Work to be completed. Determine the number of lines below that contain "north". Write nothing but that number.

Stored data
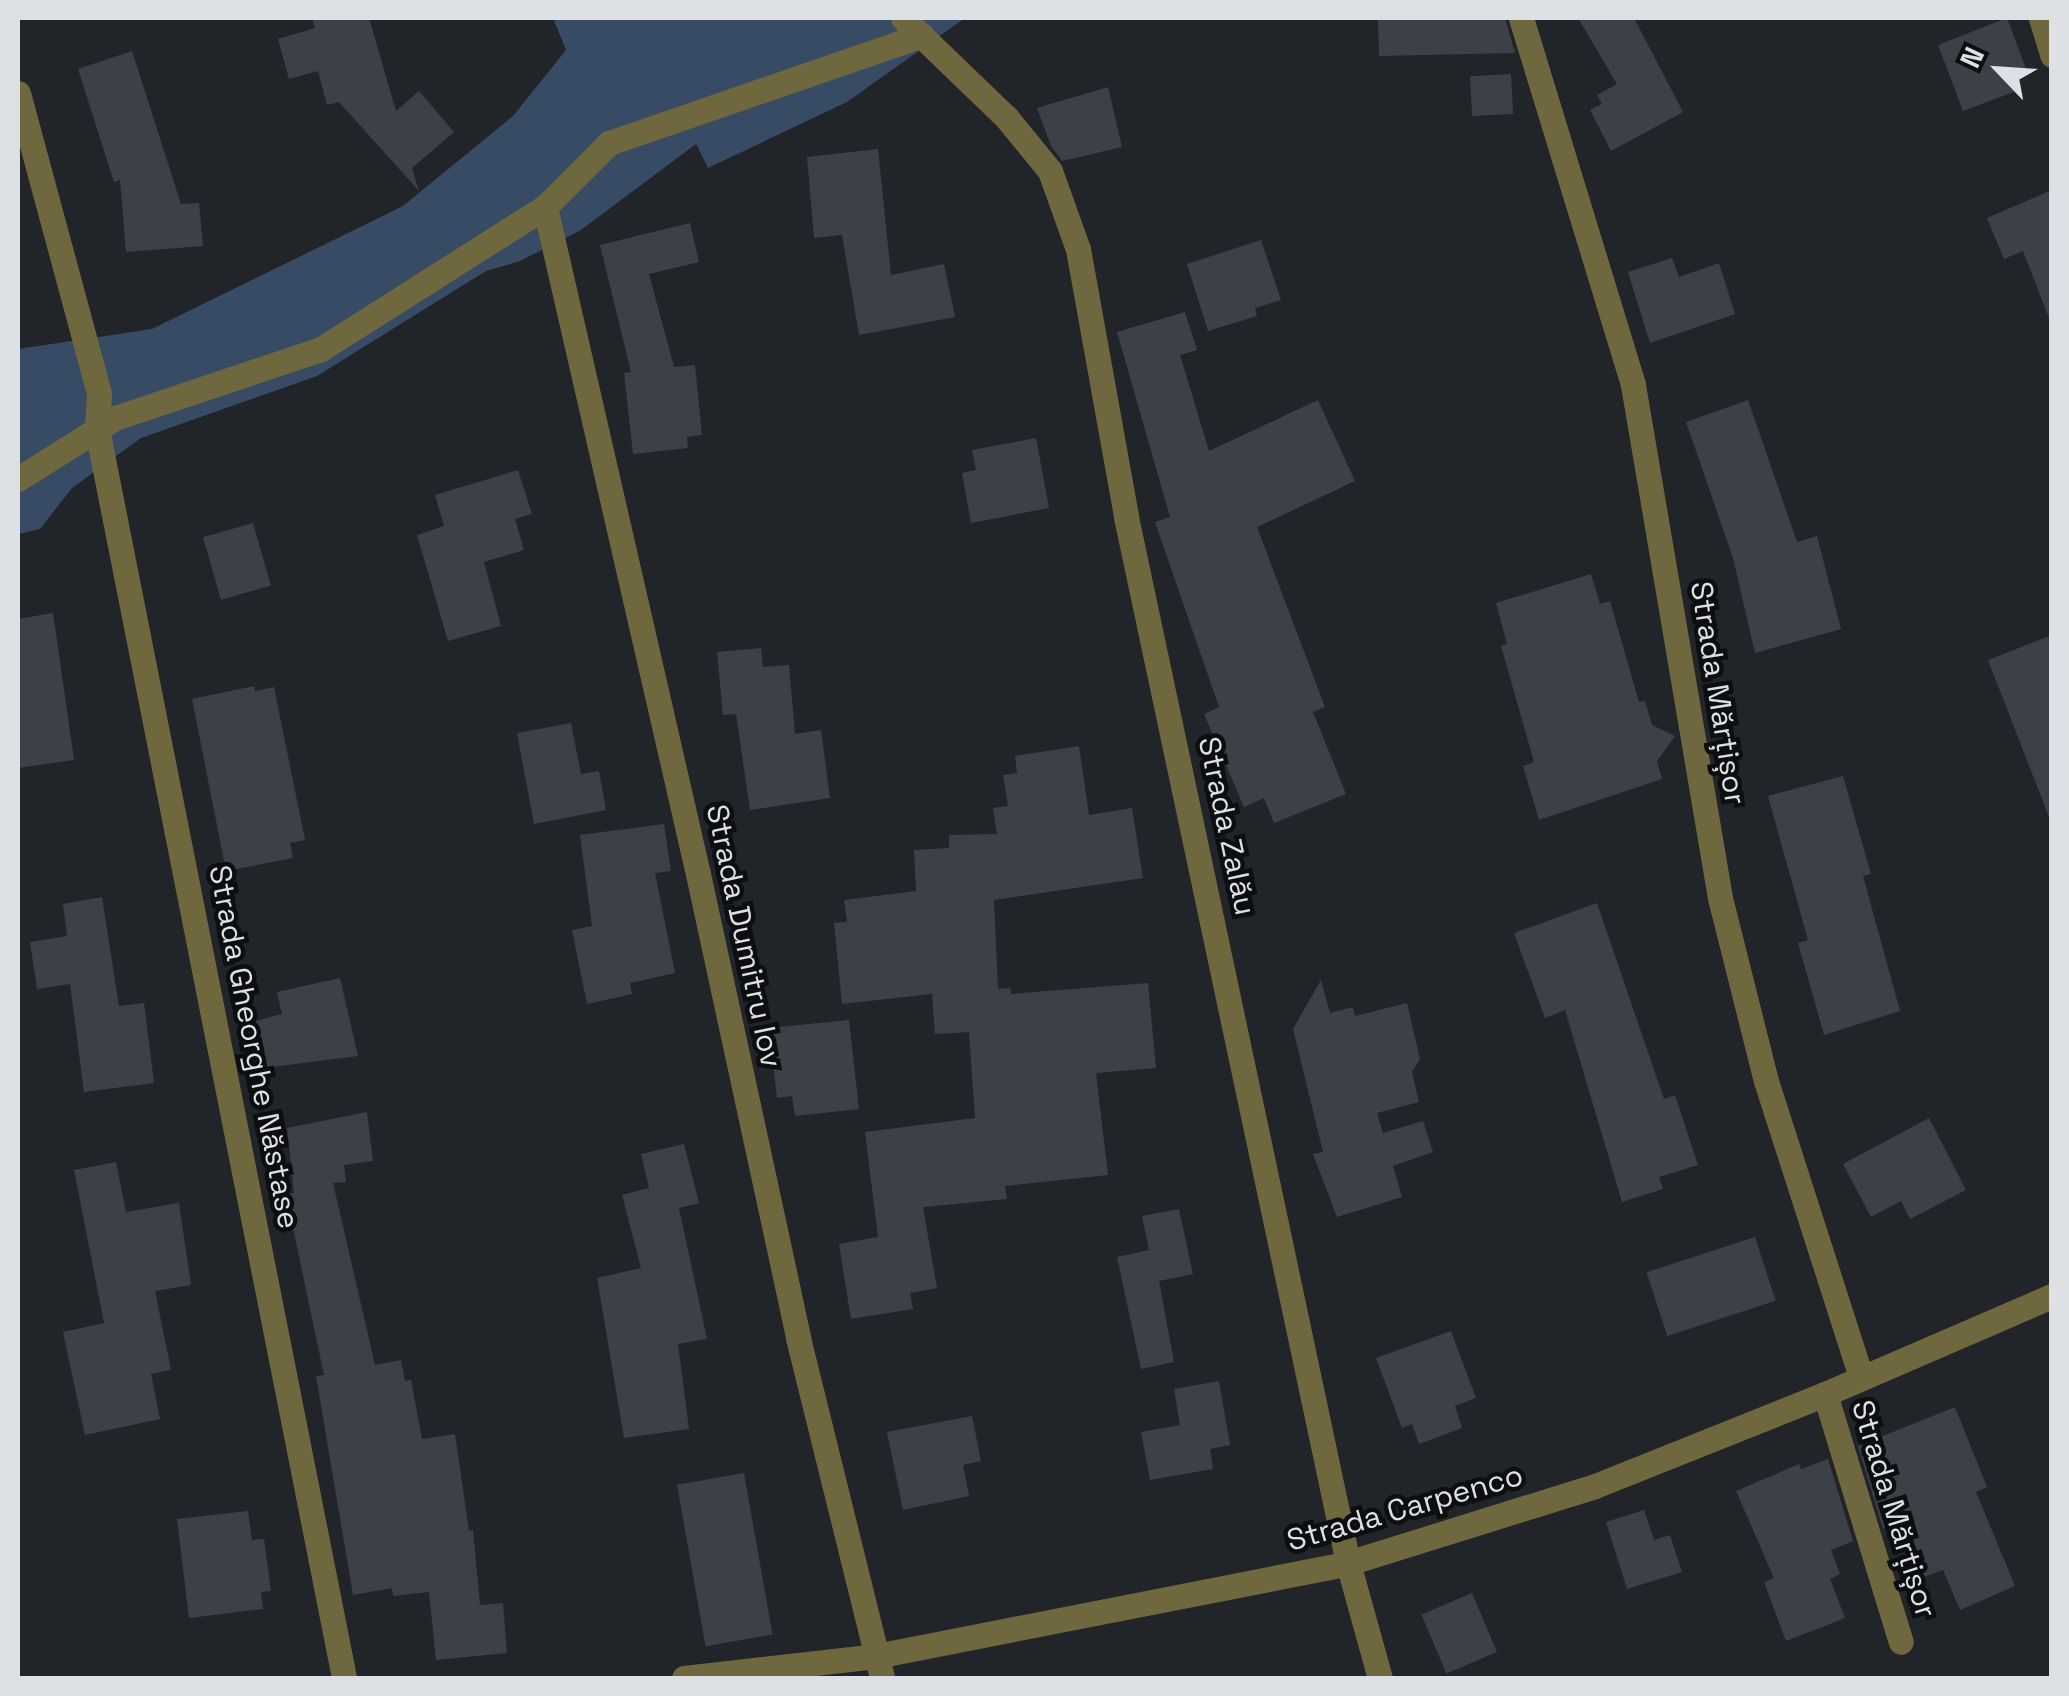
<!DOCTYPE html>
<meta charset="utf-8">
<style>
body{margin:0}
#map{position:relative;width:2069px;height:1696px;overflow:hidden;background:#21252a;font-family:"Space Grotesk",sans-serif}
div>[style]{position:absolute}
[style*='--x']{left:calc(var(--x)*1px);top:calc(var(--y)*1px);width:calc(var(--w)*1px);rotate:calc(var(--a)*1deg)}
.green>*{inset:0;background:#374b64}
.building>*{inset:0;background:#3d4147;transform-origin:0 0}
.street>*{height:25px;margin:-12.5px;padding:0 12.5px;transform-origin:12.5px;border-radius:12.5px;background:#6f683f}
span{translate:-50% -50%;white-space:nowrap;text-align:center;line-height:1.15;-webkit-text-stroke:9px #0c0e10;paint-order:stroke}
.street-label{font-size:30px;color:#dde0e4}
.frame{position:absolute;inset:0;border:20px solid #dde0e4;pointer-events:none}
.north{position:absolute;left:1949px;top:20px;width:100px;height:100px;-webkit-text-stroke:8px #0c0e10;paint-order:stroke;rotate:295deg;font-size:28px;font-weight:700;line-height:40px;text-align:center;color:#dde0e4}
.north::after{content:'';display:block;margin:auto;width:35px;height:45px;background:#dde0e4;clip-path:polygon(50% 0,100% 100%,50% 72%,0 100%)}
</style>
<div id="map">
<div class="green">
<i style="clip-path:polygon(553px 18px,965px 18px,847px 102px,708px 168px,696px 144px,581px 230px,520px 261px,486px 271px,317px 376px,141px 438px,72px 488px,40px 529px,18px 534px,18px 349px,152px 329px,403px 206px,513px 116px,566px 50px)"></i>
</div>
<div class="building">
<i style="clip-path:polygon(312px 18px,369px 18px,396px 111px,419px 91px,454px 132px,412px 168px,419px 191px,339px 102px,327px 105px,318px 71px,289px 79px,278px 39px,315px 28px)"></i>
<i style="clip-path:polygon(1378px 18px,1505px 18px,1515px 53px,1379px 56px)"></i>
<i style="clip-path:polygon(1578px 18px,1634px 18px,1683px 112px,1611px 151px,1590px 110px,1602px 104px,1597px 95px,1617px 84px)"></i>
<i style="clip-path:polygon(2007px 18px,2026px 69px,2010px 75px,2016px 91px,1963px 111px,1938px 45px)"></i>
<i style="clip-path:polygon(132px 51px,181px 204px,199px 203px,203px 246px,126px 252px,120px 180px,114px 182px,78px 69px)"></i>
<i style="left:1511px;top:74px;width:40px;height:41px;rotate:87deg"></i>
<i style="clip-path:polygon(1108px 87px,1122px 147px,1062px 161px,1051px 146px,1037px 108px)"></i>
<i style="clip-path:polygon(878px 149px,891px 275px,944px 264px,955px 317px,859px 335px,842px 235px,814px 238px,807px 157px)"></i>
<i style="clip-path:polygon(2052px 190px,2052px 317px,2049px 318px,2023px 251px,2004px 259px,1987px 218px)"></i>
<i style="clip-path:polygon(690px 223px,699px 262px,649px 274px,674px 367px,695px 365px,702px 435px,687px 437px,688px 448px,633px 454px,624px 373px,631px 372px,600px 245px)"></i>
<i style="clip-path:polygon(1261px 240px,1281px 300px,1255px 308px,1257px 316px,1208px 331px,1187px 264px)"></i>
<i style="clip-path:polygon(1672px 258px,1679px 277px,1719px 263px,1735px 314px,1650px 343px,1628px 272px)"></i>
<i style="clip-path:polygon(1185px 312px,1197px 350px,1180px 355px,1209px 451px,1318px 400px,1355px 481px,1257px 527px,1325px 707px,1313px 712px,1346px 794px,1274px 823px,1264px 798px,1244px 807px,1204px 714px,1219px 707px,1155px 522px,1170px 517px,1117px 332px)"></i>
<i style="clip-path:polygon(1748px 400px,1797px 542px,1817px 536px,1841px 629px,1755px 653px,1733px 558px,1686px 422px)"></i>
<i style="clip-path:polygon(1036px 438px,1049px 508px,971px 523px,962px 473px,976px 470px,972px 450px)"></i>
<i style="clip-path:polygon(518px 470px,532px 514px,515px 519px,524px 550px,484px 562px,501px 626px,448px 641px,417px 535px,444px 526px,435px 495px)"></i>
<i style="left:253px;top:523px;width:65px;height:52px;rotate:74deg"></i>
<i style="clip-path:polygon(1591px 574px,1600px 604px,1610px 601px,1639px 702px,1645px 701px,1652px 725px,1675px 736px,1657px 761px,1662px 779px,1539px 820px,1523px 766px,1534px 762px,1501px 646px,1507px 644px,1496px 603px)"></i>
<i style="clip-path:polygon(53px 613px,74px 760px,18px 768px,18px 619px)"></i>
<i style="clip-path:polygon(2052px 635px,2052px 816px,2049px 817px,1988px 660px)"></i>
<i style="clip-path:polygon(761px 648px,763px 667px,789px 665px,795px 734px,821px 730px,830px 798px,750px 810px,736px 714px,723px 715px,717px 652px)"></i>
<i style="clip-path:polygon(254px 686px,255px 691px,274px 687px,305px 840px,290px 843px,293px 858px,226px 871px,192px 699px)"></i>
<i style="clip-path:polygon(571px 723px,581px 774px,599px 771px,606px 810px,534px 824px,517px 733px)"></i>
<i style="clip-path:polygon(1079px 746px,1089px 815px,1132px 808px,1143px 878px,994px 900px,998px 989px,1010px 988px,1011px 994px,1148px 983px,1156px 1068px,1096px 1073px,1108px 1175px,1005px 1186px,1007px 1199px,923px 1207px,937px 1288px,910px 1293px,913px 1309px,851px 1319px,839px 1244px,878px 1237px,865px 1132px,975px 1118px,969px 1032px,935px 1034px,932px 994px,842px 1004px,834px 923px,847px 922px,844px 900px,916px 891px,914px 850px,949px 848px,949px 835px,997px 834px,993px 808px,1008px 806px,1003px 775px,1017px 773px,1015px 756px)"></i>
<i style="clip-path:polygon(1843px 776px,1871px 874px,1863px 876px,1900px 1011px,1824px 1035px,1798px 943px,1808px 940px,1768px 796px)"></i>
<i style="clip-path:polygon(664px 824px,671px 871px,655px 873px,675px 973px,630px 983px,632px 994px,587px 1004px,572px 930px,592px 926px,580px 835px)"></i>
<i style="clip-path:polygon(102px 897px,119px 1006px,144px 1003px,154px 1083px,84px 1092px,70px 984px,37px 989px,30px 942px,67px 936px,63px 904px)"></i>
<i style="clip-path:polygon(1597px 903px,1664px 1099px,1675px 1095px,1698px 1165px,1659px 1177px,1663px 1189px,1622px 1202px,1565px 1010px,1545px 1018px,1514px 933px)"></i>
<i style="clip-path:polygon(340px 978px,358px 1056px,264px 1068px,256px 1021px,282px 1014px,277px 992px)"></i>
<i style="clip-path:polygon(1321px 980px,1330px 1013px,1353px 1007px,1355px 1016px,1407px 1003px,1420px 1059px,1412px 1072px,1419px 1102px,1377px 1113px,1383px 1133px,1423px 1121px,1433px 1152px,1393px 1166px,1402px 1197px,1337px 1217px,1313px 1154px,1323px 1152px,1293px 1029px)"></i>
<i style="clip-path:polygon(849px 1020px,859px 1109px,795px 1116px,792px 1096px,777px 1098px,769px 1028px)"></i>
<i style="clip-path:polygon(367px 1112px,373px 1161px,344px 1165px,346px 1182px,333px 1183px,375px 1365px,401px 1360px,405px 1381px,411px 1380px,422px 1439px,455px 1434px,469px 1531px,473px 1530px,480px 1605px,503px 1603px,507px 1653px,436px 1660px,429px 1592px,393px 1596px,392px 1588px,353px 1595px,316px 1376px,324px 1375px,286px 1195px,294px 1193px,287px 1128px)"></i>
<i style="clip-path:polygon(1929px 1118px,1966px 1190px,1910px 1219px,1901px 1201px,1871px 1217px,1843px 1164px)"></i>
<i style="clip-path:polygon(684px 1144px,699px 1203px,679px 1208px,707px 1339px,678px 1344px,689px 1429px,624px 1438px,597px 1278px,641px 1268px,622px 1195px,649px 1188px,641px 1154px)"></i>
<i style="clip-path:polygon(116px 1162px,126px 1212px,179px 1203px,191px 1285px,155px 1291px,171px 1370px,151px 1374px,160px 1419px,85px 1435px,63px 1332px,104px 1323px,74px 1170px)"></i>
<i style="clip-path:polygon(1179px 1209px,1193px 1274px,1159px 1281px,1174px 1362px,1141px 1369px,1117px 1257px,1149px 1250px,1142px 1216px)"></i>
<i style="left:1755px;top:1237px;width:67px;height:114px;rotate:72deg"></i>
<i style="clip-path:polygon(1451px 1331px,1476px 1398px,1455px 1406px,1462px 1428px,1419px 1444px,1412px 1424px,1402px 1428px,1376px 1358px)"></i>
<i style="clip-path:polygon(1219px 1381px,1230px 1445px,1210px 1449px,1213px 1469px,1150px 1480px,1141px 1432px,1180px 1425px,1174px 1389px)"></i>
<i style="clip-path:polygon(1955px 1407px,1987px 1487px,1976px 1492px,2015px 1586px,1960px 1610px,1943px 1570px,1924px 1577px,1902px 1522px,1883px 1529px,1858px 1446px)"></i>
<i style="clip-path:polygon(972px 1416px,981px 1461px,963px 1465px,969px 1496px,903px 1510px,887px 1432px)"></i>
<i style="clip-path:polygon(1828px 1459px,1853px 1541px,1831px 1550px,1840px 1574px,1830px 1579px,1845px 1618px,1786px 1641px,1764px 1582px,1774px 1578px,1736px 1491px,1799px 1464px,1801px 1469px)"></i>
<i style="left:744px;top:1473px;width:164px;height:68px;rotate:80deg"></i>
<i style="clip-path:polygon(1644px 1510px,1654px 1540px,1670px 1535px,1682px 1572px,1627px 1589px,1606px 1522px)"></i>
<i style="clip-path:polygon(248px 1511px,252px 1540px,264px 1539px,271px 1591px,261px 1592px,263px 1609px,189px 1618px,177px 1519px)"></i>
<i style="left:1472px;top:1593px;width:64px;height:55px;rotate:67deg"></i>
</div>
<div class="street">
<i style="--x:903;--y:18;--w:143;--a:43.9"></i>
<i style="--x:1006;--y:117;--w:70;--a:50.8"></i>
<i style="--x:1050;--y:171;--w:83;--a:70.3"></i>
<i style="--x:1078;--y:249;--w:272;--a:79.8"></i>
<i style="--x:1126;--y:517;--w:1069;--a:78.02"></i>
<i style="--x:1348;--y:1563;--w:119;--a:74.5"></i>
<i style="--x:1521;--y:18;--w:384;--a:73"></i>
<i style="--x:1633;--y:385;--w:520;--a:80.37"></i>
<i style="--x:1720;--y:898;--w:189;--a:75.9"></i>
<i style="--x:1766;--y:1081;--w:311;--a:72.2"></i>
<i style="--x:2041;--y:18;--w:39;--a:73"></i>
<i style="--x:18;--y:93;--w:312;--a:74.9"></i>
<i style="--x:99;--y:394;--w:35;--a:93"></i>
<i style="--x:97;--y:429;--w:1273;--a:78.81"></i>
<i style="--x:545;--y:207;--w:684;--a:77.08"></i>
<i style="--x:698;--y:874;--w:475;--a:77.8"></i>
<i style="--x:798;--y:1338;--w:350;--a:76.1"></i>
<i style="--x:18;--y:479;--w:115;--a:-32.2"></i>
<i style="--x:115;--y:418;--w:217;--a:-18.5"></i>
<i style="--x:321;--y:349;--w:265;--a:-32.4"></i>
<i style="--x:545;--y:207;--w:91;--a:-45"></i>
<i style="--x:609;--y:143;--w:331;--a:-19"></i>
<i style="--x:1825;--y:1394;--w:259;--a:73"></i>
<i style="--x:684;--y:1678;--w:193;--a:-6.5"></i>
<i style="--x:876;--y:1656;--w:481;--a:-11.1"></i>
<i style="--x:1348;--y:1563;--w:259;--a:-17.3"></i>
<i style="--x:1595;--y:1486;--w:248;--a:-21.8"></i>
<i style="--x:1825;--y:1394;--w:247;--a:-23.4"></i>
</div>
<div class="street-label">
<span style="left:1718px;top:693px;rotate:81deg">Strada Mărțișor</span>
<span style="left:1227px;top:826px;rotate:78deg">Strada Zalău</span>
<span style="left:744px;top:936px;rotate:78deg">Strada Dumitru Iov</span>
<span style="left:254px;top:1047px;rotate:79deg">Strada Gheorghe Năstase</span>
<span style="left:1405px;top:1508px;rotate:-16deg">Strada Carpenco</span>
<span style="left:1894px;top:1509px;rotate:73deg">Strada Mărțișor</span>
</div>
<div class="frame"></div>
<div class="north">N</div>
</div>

Written response. 3